Thinly slice the pork and serve with the Sticky * Smoky * Sweet * Figgy BBQ Sauce

Sweet and Smoky

Figgy BBQ Sauce
Makes About a Cup
Ingredients
1 Large Shallot (or 2 smallish ones) Minced
2 Cloves Garlic – Minced
1 Tablespoon Butter
1 Cup White Wine
2 Tablespoons Soy Sauce
1/4 Cup Cider Vinegar
1/4 Cup Dried Figs – Minced
1/2 Cup Fig Preserves (if you don’t have it – don’t want to buy it – can’t find it Sub in an additional 1/4 Cup of Dried Figs and an additional 1/4 Cup Sorghum Syrup)
1 Tablespoon Paprika
6 to 7 Dashes Hot Sauce (or more)
1/4 Teaspoon Ground Cumin
1/4 Teaspoon Liquid Smoke
1/4 Cup Sorghum Syrup
Salt and Pepper to taste (I’ve used about a teaspoon of each)
1 Tablespoon Olive Oil
Medium Sauce Pan
Immersion Blender or Food Processor

Saute the shallots and garlic in the butter
Add in the wine, figs and cider vinegar and bring to a boil
Reduce to simmer and add in the remainder of the ingredients

Simmer on low for 20 minutes
Puree until smooth with the processor or blender
Serve with the Slow Roasted Paprika Pork

8 Comments

  1. Thanks for sharing this Toby. I have my brother & sister-in-law coming to stay the weekend & have been trying to decide what to make for Sunday night's dinner – you've solved the dilemma. I know they will love this. Thx also for the advice you gave Rosenary on a sub for sorghum syrup as I'm pretty sure I couldn't find that here.
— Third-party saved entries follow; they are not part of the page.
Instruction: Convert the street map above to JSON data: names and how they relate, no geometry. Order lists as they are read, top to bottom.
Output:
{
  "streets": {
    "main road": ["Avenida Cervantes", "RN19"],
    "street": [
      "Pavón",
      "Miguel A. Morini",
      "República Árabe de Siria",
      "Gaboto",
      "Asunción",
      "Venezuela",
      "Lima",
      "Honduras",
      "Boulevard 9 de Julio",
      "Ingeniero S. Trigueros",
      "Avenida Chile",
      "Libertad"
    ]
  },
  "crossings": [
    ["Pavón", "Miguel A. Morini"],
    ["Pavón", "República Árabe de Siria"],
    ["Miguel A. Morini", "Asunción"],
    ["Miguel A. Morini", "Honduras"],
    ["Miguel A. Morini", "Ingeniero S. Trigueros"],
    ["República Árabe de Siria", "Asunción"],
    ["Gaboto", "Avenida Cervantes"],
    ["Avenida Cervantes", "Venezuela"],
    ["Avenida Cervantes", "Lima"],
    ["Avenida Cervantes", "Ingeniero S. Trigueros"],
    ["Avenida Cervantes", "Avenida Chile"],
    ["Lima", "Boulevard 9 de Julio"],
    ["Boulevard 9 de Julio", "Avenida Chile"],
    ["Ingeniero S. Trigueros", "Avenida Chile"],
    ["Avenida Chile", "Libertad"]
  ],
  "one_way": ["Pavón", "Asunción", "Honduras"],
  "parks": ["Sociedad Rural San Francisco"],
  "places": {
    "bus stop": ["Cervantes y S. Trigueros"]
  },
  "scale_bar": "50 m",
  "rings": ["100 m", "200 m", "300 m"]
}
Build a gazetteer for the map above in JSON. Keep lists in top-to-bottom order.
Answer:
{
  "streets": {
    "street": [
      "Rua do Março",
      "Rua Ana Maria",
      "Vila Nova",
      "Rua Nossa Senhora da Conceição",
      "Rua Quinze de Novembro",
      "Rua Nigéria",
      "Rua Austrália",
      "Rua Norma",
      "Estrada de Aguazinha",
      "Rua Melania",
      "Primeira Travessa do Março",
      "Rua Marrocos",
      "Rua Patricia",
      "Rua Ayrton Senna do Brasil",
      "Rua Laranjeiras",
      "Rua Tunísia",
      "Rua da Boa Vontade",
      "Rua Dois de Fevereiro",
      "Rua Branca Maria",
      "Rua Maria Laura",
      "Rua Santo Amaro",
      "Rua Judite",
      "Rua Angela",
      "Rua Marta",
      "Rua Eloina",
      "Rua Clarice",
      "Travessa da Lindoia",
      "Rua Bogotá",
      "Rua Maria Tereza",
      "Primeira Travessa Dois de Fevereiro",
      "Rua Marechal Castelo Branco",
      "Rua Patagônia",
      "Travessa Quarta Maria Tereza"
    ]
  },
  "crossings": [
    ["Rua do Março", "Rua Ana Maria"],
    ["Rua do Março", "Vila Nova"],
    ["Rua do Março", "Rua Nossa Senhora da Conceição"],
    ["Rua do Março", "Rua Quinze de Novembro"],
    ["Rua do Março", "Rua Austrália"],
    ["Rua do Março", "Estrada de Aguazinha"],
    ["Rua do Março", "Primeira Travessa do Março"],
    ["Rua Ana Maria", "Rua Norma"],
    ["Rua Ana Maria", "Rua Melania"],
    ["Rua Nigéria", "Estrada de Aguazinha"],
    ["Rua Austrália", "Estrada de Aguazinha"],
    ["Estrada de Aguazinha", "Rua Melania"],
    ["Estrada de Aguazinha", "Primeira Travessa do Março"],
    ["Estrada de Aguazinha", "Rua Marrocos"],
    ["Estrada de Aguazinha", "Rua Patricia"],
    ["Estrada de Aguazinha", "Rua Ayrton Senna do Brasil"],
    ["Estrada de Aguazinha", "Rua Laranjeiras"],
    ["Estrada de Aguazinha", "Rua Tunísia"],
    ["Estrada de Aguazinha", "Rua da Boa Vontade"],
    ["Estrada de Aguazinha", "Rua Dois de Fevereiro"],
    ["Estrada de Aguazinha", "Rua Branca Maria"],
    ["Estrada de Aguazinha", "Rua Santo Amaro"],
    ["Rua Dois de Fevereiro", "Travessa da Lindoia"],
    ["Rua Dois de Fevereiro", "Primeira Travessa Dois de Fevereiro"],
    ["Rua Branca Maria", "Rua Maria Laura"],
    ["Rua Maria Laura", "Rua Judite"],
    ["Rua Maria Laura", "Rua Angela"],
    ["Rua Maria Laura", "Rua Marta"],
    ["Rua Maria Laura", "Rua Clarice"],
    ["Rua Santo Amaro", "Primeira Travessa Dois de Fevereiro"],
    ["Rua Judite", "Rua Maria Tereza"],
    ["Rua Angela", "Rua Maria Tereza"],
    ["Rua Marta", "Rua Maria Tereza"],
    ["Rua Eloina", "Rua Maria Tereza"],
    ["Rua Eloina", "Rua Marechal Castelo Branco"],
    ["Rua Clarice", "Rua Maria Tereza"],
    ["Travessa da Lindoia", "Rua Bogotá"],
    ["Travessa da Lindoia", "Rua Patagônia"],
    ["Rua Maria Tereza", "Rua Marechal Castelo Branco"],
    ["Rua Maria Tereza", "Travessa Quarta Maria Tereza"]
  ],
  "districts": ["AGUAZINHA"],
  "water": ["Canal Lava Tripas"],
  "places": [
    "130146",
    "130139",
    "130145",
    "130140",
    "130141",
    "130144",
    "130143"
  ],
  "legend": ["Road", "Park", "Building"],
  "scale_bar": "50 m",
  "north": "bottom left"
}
  2. Toby, thanks for that jello salad recipe. It's kinda weird for me but hey, some of my food might sound weird to you too. But I'll try it though, I might like it 🙂

  3. @Rosemary – I forget everywhere isn't like our own Mountain Tourist Paradise, where every gas station, tourist trap and general store have a ready supply of homey preserves and jellies. And since I've used sorghum syrup as well (which may not be available in your area – sub in either Molasses or Golden Syrup instead. Maple pancake syrup just gags the crap out of me and I wouldn't recommend using it.

  4. Fig preserves would be tough to find. Thanks for the sub suggestion because this looks, really, really good. And pork shoulder is on sale and I even have lots of smoked paprika and liquid smoke. Ready! Love your effort at recreating your Winn Dixie chicken.

  5. @ Phong – Liquid Smoke is a product readily available here. It's pretty much what you'd think it is… concentrated smoked water. You'd probably have more access to Smoked Salt – and just use it instead of the regular salt in both recipes. If that isn't an option, add in a tablespoon of a bottled SMOKY BBQ sauce to each – or – smoke the roast for 30 minutes or so before finishing the cooking.Although if you really aren't all that keen on smoky goodness, I'd just leave it out, or sub in a tsp of fish sauce to round out the flavors a bit.

  6. Toby, I'm bookmarking this one. That's one heck of a roast. Love the sauce too. But I doubt if I can get liquid smoke. What on earth is that anyway?